The chair asked about other adjacent properties in the village district, in similarly condensed areas. Mr. Trudelle noted that this was a solution not only for the homeowner but for others seeking parking in the village. Mr. Sorenson stated his belief that the special condition of the property is not the property itself, built up over 150 years, but its location, a unique location in its being surrounded by frequently visited areas of town. Mr. Scott described it as similar to a town square.

Mr. Scott explained how pervious driveways work, allowing water to pass through. It was noted that the state recognizes these surfaces but the town does not.

Mr. Maneval asked what Mr. Scott’s interpretation is of the spirit of the ordinance relative to the intention of the ordinance to limit impervious cover to 30%. Mr. Scott explained the intention is to prevent the flow of water off people’s property to either neighboring properties or the road.  He confirmed with Mr. Scott that, by virtue of the surface material for the driveway, less water would come off the property, in keeping with the goal of the ordinance.  Pegg Monahan reiterated the Conservation Commission’s approval of the plan, believing less runoff would result. Mr. Sorenson agreed this point goes to the spirit of the ordinance, as well as to the public interest.

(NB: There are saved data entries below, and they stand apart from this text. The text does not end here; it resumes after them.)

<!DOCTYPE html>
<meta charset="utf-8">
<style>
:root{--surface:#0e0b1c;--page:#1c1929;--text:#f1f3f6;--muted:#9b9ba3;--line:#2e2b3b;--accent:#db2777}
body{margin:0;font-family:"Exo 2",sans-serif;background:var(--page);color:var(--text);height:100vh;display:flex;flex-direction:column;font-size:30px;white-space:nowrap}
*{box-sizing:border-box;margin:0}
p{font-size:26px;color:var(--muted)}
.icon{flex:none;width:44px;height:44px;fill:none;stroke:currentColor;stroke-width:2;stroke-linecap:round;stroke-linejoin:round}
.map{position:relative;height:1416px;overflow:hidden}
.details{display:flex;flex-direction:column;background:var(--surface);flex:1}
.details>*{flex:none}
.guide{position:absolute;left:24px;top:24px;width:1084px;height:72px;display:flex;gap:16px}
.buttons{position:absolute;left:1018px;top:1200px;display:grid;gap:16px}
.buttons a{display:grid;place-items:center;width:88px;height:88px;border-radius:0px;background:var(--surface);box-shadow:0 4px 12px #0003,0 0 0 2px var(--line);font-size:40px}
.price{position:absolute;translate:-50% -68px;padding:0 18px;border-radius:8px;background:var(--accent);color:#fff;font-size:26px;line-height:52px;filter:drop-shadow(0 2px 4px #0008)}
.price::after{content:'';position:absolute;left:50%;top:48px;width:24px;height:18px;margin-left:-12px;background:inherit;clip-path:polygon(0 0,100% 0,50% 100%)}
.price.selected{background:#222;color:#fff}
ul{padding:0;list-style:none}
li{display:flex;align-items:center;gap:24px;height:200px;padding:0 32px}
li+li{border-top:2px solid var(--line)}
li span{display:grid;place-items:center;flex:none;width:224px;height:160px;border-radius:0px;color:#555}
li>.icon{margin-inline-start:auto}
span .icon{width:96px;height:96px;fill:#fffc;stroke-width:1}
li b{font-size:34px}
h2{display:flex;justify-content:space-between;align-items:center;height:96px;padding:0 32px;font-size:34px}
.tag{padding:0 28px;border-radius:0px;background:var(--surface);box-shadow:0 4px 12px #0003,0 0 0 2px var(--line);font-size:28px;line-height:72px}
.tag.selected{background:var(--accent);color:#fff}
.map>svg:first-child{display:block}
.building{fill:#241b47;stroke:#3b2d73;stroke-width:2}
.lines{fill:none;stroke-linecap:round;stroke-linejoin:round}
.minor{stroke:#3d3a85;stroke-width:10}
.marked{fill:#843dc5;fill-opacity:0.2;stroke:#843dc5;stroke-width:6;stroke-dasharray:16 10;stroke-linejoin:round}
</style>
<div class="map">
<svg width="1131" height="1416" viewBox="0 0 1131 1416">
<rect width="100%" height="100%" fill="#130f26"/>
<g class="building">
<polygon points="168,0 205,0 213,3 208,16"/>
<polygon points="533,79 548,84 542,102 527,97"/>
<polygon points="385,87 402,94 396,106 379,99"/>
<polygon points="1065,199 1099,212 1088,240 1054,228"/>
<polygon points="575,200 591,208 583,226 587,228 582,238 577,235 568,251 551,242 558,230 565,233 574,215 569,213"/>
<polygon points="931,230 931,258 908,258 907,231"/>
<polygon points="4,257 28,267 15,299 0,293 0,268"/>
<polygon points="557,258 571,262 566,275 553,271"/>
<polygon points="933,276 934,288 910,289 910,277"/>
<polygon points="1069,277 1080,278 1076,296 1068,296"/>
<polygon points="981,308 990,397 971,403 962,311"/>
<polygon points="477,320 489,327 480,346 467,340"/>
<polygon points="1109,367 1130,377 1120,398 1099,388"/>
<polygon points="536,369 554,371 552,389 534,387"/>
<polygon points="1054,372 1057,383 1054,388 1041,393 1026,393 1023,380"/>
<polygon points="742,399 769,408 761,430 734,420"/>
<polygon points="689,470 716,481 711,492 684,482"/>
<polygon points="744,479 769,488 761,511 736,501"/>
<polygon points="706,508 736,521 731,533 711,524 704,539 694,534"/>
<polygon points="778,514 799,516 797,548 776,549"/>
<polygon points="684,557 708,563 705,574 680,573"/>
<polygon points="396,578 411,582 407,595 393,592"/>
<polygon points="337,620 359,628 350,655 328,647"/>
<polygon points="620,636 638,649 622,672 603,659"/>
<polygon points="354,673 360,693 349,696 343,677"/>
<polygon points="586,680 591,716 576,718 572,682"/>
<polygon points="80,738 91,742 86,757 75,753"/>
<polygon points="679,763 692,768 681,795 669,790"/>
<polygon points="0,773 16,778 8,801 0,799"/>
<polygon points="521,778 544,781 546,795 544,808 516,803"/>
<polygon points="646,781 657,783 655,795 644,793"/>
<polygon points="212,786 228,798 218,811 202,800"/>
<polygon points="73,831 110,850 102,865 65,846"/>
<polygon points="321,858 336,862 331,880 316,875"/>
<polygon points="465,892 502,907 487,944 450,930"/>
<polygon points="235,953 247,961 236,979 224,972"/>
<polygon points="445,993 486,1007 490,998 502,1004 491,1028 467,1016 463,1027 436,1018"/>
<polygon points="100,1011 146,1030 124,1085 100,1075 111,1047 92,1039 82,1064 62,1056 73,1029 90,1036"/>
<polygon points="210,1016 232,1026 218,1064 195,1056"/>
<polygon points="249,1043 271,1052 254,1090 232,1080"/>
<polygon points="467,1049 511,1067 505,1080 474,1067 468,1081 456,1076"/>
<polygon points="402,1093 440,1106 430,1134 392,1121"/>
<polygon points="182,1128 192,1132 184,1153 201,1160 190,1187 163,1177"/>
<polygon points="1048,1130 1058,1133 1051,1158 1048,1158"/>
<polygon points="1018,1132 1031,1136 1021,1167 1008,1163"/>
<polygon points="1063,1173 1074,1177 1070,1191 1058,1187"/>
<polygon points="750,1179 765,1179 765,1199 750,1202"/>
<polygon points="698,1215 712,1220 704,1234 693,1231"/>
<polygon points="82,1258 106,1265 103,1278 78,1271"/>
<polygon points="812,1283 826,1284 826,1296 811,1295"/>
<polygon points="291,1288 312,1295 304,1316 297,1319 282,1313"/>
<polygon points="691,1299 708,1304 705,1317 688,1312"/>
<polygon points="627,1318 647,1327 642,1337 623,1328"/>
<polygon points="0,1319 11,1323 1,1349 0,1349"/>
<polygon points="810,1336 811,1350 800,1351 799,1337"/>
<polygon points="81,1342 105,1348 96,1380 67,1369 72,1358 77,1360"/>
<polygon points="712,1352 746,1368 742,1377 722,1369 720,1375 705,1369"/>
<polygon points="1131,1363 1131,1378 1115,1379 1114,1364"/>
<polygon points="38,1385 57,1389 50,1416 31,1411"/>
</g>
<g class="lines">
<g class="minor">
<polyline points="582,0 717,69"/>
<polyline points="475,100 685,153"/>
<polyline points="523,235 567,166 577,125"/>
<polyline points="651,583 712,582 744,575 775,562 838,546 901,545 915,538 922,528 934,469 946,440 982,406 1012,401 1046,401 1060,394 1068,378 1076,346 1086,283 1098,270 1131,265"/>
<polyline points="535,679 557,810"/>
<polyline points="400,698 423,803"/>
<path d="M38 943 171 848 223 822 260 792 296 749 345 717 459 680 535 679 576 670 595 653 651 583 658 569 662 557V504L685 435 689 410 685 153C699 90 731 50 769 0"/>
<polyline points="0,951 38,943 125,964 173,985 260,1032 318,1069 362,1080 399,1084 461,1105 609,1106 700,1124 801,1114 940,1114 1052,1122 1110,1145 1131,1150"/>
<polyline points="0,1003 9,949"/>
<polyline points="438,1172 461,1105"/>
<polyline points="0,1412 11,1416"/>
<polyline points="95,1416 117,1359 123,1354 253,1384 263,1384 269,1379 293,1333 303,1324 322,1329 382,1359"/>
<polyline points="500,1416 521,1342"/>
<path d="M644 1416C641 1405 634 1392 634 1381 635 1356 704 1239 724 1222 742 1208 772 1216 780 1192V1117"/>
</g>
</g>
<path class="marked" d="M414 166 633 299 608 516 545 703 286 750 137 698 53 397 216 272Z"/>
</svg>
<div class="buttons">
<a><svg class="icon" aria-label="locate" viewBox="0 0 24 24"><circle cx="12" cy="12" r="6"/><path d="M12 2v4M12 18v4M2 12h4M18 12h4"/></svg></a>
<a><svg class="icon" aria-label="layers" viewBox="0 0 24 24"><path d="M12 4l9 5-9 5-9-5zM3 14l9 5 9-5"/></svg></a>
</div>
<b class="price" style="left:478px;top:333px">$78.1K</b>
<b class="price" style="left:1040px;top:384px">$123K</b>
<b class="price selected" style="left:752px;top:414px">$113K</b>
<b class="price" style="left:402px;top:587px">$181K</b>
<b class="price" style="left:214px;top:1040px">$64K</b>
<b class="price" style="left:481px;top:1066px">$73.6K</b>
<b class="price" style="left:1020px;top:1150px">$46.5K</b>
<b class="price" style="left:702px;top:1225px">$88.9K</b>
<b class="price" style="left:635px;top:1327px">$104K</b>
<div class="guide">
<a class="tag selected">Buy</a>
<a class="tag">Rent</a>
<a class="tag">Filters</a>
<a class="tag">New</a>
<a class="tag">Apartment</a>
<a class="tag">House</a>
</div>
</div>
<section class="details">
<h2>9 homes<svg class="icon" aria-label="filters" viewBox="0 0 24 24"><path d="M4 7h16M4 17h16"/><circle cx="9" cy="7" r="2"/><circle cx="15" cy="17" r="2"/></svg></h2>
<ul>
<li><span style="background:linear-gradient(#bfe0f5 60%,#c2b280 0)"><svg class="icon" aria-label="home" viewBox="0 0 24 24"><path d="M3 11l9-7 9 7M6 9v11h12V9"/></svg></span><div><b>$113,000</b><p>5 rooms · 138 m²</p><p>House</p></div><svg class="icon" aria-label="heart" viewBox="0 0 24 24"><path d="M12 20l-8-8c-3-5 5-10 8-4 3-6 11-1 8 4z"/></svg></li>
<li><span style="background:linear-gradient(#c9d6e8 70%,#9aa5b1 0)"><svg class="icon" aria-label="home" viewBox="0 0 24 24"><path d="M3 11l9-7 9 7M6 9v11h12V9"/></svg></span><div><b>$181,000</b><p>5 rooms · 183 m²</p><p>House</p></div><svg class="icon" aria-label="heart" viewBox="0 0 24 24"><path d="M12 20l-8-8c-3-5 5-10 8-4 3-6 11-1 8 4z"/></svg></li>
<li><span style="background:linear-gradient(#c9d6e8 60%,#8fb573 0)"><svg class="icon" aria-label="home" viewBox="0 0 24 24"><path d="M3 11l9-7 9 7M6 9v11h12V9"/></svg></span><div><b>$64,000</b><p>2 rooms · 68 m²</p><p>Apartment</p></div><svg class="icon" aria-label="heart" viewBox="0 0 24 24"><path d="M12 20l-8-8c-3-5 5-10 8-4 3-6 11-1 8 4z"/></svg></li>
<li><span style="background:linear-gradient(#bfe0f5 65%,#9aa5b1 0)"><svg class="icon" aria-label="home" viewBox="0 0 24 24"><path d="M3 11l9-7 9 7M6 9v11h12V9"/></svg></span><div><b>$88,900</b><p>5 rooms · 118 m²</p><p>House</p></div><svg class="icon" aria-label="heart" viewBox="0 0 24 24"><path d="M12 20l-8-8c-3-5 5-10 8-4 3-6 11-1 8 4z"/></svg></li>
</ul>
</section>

Abutter Jon Richardson spoke to the changes in the property over time, from a single family home to a multi-family with a driveway at either end of the building for the tenant and property owner. He added that they too have only a single lane driveway and otherwise must use their lawn. Mr. Scott noted the location of the septic on the Garland’s lawn. Mr. Garland noted how often his vehicle has been hit and expressed concern for pedestrians or cyclists should they be caught between vehicles backing out of the church and street parked vehicles.

Mr. Sorenson closed the public hearing portion for board deliberation. With no further comment from the board, Hal Grant moved that the application satisfies the Variance criteria as follows: No diminution of surrounding property values – All agreed. Not contrary to the public interest – All agreed. Substantial justice would be done – All agreed. Not contrary to spirit of the ordinance – All agreed. Unnecessary hardship – Members agreed that, owing to the unique conditions of the property, particularly its location, literal enforcement would result in an unnecessary hardship.

Mr. Sorenson noted the formal decision would be available next week, and that the Variance was granted.

Following approval of the minutes of the previous meeting, the board adjourned at 8:50 pm.